(Stored items)
--- START ---

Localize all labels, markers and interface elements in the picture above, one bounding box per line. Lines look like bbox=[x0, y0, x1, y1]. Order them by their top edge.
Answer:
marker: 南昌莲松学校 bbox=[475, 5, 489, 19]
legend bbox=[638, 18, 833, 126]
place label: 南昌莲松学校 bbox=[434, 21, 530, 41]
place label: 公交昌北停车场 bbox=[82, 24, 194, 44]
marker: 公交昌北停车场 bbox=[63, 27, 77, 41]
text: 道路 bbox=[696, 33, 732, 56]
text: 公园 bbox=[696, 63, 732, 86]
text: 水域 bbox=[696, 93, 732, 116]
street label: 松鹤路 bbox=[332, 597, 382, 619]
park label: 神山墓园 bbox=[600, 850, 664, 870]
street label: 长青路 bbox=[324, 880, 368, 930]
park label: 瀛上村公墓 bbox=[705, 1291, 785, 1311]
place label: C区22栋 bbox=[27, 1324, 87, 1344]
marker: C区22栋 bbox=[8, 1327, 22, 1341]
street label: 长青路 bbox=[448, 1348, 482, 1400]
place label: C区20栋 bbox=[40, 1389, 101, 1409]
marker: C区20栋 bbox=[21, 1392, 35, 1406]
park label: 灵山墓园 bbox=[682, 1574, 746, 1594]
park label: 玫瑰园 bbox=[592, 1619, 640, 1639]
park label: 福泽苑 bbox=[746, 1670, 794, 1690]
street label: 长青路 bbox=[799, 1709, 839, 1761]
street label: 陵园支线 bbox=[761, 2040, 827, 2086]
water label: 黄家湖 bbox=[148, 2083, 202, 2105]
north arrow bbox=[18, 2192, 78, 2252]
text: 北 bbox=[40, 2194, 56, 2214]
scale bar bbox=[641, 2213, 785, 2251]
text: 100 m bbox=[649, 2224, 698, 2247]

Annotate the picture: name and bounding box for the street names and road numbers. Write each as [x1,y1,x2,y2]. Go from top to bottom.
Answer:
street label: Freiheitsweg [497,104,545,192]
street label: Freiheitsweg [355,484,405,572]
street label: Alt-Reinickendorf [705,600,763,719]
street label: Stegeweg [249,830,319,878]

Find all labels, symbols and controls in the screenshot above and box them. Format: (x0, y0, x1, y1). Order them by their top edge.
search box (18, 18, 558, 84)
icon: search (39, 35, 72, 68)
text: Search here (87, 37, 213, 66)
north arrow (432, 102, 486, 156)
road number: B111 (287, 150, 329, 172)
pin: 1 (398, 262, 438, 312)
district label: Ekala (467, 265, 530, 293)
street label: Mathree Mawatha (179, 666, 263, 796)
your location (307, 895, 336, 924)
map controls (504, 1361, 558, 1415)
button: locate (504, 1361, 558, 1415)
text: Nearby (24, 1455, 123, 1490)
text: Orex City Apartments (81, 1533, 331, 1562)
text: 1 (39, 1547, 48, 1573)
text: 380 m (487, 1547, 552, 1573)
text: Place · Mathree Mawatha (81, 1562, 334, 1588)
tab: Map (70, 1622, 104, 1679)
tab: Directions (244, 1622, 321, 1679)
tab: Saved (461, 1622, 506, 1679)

--- END ---

Reproduce the full set of entries above exactly, without dropping a line.

# Exercise result
Localize all labels, markers and interface elements in the picture above, one bounding box per line. Lines look like bbox=[x0, y0, x1, y1]. Order them by their top edge.
Answer:
marker: 南昌莲松学校 bbox=[475, 5, 489, 19]
legend bbox=[638, 18, 833, 126]
place label: 南昌莲松学校 bbox=[434, 21, 530, 41]
place label: 公交昌北停车场 bbox=[82, 24, 194, 44]
marker: 公交昌北停车场 bbox=[63, 27, 77, 41]
text: 道路 bbox=[696, 33, 732, 56]
text: 公园 bbox=[696, 63, 732, 86]
text: 水域 bbox=[696, 93, 732, 116]
street label: 松鹤路 bbox=[332, 597, 382, 619]
park label: 神山墓园 bbox=[600, 850, 664, 870]
street label: 长青路 bbox=[324, 880, 368, 930]
park label: 瀛上村公墓 bbox=[705, 1291, 785, 1311]
place label: C区22栋 bbox=[27, 1324, 87, 1344]
marker: C区22栋 bbox=[8, 1327, 22, 1341]
street label: 长青路 bbox=[448, 1348, 482, 1400]
place label: C区20栋 bbox=[40, 1389, 101, 1409]
marker: C区20栋 bbox=[21, 1392, 35, 1406]
park label: 灵山墓园 bbox=[682, 1574, 746, 1594]
park label: 玫瑰园 bbox=[592, 1619, 640, 1639]
park label: 福泽苑 bbox=[746, 1670, 794, 1690]
street label: 长青路 bbox=[799, 1709, 839, 1761]
street label: 陵园支线 bbox=[761, 2040, 827, 2086]
water label: 黄家湖 bbox=[148, 2083, 202, 2105]
north arrow bbox=[18, 2192, 78, 2252]
text: 北 bbox=[40, 2194, 56, 2214]
scale bar bbox=[641, 2213, 785, 2251]
text: 100 m bbox=[649, 2224, 698, 2247]

Annotate the picture: name and bounding box for the street names and road numbers. Write each as [x1,y1,x2,y2]. Go from top to bottom.
Answer:
street label: Freiheitsweg [497,104,545,192]
street label: Freiheitsweg [355,484,405,572]
street label: Alt-Reinickendorf [705,600,763,719]
street label: Stegeweg [249,830,319,878]

Find all labels, symbols and controls in the screenshot above and box them. Format: (x0, y0, x1, y1). Order them by their top edge.
search box (18, 18, 558, 84)
icon: search (39, 35, 72, 68)
text: Search here (87, 37, 213, 66)
north arrow (432, 102, 486, 156)
road number: B111 (287, 150, 329, 172)
pin: 1 (398, 262, 438, 312)
district label: Ekala (467, 265, 530, 293)
street label: Mathree Mawatha (179, 666, 263, 796)
your location (307, 895, 336, 924)
map controls (504, 1361, 558, 1415)
button: locate (504, 1361, 558, 1415)
text: Nearby (24, 1455, 123, 1490)
text: Orex City Apartments (81, 1533, 331, 1562)
text: 1 (39, 1547, 48, 1573)
text: 380 m (487, 1547, 552, 1573)
text: Place · Mathree Mawatha (81, 1562, 334, 1588)
tab: Map (70, 1622, 104, 1679)
tab: Directions (244, 1622, 321, 1679)
tab: Saved (461, 1622, 506, 1679)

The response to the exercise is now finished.